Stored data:

* * * *

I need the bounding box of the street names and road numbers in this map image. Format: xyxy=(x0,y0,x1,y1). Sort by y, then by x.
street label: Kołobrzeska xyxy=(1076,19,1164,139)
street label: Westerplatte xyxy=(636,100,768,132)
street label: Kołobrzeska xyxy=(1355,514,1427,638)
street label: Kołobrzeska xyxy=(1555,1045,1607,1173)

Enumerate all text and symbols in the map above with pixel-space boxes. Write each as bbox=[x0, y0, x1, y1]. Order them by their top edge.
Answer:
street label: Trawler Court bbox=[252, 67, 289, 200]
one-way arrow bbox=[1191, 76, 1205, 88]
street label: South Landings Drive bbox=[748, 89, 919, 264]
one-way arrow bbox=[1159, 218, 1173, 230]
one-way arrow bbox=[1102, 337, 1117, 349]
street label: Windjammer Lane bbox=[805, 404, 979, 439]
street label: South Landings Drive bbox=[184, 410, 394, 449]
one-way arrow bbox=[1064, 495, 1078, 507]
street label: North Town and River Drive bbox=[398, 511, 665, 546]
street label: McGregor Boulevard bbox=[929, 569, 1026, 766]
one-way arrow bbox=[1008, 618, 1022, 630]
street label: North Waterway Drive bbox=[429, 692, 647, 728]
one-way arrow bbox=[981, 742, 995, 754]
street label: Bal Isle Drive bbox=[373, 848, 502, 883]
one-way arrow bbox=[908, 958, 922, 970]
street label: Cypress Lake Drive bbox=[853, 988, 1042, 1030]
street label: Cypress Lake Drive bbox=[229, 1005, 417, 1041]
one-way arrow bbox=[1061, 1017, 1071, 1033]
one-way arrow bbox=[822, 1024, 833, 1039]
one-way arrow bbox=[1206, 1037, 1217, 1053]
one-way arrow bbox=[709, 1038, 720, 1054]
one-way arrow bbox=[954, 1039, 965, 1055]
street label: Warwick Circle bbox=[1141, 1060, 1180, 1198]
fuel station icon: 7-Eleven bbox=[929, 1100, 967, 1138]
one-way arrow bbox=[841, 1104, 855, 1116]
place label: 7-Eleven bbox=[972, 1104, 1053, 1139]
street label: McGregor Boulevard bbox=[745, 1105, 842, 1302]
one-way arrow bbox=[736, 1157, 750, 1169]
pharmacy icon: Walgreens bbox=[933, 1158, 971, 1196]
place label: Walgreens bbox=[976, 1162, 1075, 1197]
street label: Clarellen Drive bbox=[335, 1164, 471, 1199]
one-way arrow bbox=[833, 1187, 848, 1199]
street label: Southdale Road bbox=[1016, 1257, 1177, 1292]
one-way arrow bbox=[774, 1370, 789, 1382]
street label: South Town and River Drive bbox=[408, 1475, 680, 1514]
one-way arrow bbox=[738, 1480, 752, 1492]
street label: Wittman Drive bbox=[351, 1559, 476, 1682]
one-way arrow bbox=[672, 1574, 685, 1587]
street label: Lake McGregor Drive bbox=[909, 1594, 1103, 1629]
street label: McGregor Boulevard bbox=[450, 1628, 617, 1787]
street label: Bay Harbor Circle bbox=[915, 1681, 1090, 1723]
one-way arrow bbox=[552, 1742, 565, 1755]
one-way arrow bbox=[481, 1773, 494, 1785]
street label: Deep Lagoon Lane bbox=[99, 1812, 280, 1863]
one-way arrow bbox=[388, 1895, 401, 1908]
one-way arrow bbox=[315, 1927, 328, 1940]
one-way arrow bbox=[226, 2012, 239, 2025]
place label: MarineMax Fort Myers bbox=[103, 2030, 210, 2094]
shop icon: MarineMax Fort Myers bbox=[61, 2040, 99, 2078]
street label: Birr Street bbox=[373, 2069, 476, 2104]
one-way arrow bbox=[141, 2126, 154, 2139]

* * * *

Task details: In the records above, how many lines contain the word "Town"? Give the number alone.

Completed task: 2